We have an obligation to continue the learning process throughout our lifetime. I know of no other profession where it is encouraged, applauded, and complimented. Our profession can make a difference in the lives of many; this particular concept of "drug seeking" needs to be trashed along with foul language, abuse, and a thousand other crimes of a medical nature that occur with frequency today.

I ask all of you in disbelief to further educate yourself; get your nurse managers or DON's (such as myself) to arrange inservices, really make yourself an open book when you approach any new client, and "stop the violence." One day it might be you so labeled and suffering, please do this for your client's and for yourself.

There is no "seeker" this is a disgusting judgement. An addict is also suffering a serious disease process; one that is incurable, but a psychiatrist is in the role to truly determine if a person fits into that diagnostic criteria; not a one shot five minute analysis rendered by a value statement.

Thank you,

Karen G.

Specializes in Med Surg/Tele/ER.
to me, the pt's comfort level is more important than any possibiity of addiction.

leslie

:yeah::yeah::yeah: My thoughts exactly!

You didn't say where the pain was. But if it is in his shoulder its probably brachial plexus. Nuerontin would be the med for that nerve pain. 300 mg tid to start can go up from there.

Specializes in IM/Critical Care/Cardiology.

KarenGeorgeBSNRN:

Not only a well thought out truthful post and advocate for the patient, your post furthers insite into a very deep individual type of comprehention and treatment that we as caregivers need to hear. Loud and clear IMO, lest we forget that we ourselves are not infallible to what might happen to our own loved and cherished family members, including ourselves.

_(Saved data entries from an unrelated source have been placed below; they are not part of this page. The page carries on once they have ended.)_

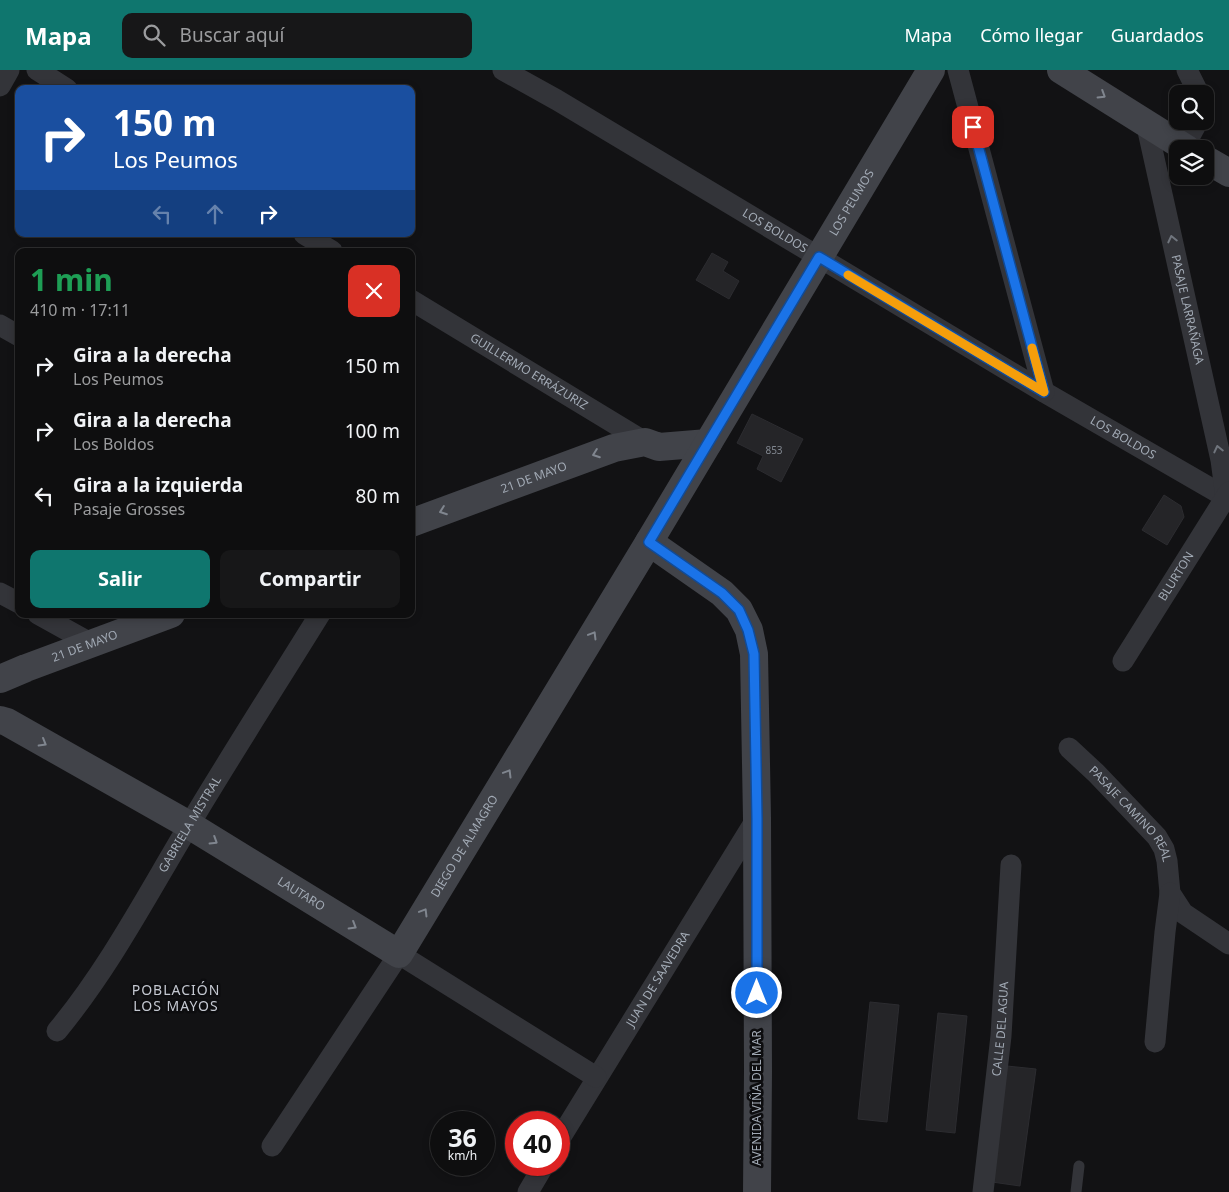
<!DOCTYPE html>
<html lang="es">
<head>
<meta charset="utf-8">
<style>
  :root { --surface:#0e0e0f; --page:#171718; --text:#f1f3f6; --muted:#9b9c9e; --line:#2e2e2f; --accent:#0f766e }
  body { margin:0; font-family:"Noto Sans",sans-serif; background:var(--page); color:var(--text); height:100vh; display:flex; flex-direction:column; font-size:19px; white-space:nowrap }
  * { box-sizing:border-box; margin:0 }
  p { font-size:16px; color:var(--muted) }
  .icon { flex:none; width:28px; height:28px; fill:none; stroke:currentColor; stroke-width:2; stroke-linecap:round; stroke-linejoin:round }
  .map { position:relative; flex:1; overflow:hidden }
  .details { position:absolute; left:15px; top:178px; width:400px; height:370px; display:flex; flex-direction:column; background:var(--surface); border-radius:10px; box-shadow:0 2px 8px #0003,0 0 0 1px var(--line) }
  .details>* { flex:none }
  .top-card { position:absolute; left:15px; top:15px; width:400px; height:152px; border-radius:10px; box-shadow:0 2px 8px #0003,0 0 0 1px var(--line); background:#1a4fa0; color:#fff; overflow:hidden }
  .buttons { position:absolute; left:1169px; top:15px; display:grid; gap:10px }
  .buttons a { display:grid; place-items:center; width:45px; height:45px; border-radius:10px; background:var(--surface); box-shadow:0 2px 8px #0003,0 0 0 1px var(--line); font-size:25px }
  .speed { position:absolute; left:430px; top:1041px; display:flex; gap:10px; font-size:25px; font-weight:700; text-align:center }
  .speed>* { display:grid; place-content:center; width:65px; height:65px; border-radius:50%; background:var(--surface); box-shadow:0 2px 8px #0003,0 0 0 1px var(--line); line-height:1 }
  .speed small { font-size:12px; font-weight:400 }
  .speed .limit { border:8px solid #d22; background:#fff; color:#111 }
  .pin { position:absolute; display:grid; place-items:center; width:42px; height:42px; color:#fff; margin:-21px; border-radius:10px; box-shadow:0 2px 8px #0006 }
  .me { position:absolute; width:55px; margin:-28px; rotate:0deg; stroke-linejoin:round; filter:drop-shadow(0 0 4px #0008) }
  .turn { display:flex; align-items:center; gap:18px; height:105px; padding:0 15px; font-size:22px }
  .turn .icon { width:65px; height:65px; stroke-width:2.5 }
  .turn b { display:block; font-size:35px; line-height:42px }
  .lanes { display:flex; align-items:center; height:48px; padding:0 15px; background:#0003; justify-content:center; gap:25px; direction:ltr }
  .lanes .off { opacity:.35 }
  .round { display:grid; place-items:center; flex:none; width:52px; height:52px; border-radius:10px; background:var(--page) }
  .overview { display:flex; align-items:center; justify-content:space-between; height:85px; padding:0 15px }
  h1 { font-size:30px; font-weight:700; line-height:38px; color:#1e9e55 }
  .cta { display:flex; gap:10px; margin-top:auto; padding:10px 15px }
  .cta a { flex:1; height:58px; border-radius:10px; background:var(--accent); color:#fff; font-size:20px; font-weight:700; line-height:58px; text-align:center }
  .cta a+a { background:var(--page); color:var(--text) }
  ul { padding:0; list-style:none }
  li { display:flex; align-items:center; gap:15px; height:65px; padding:0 15px }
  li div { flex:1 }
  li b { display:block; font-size:19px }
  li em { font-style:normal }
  header { display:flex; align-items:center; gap:30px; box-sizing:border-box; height:70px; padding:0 25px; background:var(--accent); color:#fff }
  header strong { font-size:24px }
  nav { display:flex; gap:28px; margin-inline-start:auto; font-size:18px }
  .search { width:350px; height:45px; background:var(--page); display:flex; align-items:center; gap:12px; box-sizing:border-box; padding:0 18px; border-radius:10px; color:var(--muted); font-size:19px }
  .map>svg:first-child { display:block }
</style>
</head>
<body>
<header>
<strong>Mapa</strong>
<div class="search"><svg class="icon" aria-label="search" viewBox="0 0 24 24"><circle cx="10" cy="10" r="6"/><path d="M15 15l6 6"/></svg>Buscar aquí</div>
<nav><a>Mapa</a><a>Cómo llegar</a><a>Guardados</a></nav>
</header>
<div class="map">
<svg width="1229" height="1122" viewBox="0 0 1229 1122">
  <rect width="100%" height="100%" fill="#121214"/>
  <g fill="#252528" stroke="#2c2c30">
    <polygon points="712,183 728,192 723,201 739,211 729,229 696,210"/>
    <polygon points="752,344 803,369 781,412 757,399 763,386 737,373"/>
    <polygon points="1164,425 1181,436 1184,447 1167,475 1142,460"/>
    <polygon points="870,932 899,935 887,1052 858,1049"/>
    <polygon points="938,943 967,946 955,1063 926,1060"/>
    <polygon points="1007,996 1036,999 1020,1116 992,1112"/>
  </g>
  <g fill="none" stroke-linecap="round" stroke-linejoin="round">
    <polyline stroke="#333439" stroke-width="11" points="1076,1122 1079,1096"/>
    <g stroke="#333439" stroke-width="21">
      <polyline points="37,0 67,19"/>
      <path id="s1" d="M503,0L557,30L1044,322L1229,429"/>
      <polyline points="958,0 1044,322"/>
      <polyline points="1187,0 1199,24"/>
      <polyline points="0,16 9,0"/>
      <path id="s2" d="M1146,52L1221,390L1226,428"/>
      <polyline points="1184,77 1198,51"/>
      <polyline points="304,164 332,181"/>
      <path id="s3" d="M411,230L645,372"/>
      <polyline points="0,255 19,266"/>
      <polyline points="0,523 19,533"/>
      <polyline points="38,544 92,574"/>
      <path id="s4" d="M1123,591L1229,422"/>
      <path id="s5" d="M1069,678L1096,703L1157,767L1164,779L1167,791L1170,823L1183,843L1229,874"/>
      <path id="s6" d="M57,961C109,898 146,827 188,757C231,685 276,615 320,544"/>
      <polyline points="1155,972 1165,862 1170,823"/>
      <path id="s7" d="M559,1070L757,748"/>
      <polyline points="272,1076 399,884 596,1007"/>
      <polyline points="528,1122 544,1095"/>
      <path id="s8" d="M983,1122L1001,966L1011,795"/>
    </g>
    <g stroke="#414349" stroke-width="28">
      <polyline points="1061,0 1187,79"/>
      <polyline points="1205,89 1229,103"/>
      <path id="s9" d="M411,453L614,378L645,372L659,377L708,373"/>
      <polyline points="649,472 722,523 739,540 749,560 754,584 757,748 758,1001 757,1122"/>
      <path id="s10" d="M0,609L26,598L171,544"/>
      <path id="s11" d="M0,650L7,652L189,755L399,884L649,472L931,0"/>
    </g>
  </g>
  <defs><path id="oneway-chevron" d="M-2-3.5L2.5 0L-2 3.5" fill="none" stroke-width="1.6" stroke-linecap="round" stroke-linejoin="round" transform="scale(1.25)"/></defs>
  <g stroke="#80868f">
    <use href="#oneway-chevron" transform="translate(1102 25) rotate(32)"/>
    <use href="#oneway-chevron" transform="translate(596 384) rotate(160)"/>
    <use href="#oneway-chevron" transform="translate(443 441) rotate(160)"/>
    <use href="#oneway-chevron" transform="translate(593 565) rotate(-59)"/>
    <use href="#oneway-chevron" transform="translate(43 673) rotate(30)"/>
    <use href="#oneway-chevron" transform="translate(508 703) rotate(-59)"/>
    <use href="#oneway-chevron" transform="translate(214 771) rotate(32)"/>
    <use href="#oneway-chevron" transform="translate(424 842) rotate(-59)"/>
    <use href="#oneway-chevron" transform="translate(353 856) rotate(31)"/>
  </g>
  <g stroke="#70757d">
    <use href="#oneway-chevron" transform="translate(1172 169) rotate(-103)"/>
    <use href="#oneway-chevron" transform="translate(1218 379) rotate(-103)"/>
  </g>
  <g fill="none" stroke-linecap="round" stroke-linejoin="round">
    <g stroke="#114b97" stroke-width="12">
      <polyline id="route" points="757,923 757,748 754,584 748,560 739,540 722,523 649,472 819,187 1044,322 973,57"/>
    </g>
    <use href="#route" stroke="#1a73e8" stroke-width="9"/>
    <polyline stroke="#f59e0b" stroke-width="9" points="848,205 1044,322 1032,278"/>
  </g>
  <g text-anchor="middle" stroke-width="5" stroke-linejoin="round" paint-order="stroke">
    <g font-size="10" fill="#828891">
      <text x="774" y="384">853</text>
    </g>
    <g font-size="12" fill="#a2aab5" stroke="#0d0d0f">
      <text dy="4" stroke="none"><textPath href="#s11" startOffset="1340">LOS PEUMOS</textPath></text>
      <text dy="4" stroke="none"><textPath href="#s1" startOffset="316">LOS BOLDOS</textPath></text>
      <text dy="4" stroke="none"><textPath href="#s2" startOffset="192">PASAJE LARRAÑAGA</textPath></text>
      <text dy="4" stroke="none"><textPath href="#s3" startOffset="138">GUILLERMO ERRÁZURIZ</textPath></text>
      <text dy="4" stroke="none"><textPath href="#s1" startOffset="721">LOS BOLDOS</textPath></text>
      <text dy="4" stroke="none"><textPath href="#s9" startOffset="131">21 DE MAYO</textPath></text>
      <text dy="4" stroke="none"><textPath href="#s4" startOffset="100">BLURTON</textPath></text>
      <text dy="4" stroke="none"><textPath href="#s10" startOffset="91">21 DE MAYO</textPath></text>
      <text dy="4" stroke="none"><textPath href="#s5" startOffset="91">PASAJE CAMINO REAL</textPath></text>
      <text dy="4" stroke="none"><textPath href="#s6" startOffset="246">GABRIELA MISTRAL</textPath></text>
      <text dy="4" stroke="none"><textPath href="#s11" startOffset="589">DIEGO DE ALMAGRO</textPath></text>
      <text dy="4" stroke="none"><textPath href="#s11" startOffset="348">LAUTARO</textPath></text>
      <text dy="4" stroke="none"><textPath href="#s7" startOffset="189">JUAN DE SAAVEDRA</textPath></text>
      <text dy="4" stroke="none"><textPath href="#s8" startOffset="164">CALLE DEL AGUA</textPath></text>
      <text transform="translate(757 1028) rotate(-90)" y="4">AVENIDA VIÑA DEL MAR</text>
    </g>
    <g font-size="14" letter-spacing="1" fill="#c4c8d1" stroke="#0d0d0f">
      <text x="176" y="925">POBLACIÓN<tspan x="176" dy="16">LOS MAYOS</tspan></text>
    </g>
  </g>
</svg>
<div class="buttons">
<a><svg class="icon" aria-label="search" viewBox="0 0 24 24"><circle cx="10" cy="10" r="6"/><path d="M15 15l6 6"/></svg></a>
<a><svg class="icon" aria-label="layers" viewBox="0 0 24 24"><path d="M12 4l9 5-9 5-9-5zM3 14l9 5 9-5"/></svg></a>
</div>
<div class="speed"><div>36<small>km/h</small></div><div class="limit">40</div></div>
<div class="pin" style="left:973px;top:57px;background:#d93025"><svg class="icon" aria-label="arrive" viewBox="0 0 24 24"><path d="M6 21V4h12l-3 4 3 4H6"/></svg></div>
<svg class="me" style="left:757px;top:923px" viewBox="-20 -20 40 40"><circle r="17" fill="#1a73e8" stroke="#fff" stroke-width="3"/><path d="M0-11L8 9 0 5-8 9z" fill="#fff"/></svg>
<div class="top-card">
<div class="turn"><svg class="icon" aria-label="right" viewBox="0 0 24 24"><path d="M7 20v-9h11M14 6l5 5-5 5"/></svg><div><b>150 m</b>Los Peumos</div></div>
<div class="lanes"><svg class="icon off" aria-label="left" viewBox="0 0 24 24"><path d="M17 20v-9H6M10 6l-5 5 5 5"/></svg><svg class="icon off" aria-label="ahead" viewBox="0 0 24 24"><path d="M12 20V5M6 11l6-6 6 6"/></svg><svg class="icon" aria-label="right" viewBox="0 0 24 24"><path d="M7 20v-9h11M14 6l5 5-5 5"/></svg></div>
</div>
<section class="details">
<div class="overview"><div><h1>1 min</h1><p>410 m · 17:11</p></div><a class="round" style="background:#d93025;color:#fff"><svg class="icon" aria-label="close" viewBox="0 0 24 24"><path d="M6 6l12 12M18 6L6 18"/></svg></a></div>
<ul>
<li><svg class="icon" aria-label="right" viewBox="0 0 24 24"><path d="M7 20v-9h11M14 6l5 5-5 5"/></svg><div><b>Gira a la derecha</b><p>Los Peumos</p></div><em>150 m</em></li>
<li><svg class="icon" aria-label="right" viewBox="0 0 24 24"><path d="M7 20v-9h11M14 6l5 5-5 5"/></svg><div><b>Gira a la derecha</b><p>Los Boldos</p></div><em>100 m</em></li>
<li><svg class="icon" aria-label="left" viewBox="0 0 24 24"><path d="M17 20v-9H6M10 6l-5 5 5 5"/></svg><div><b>Gira a la izquierda</b><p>Pasaje Grosses</p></div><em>80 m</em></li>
</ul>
<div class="cta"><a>Salir</a><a>Compartir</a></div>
</section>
</div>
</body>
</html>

Margo McCafferty gave a lecture on chronic pain while I was in nursing school in the early 1980's. Her summation and definition of chronic pain vs any pain I feel is parallel to your post.

For me, discussions and conferences and knowledgable input from learning brings me back to what is what and how to proceed, subjectively as well as objectively.

Thank you for your valuable input on treating pain and listening (key word) to your patients.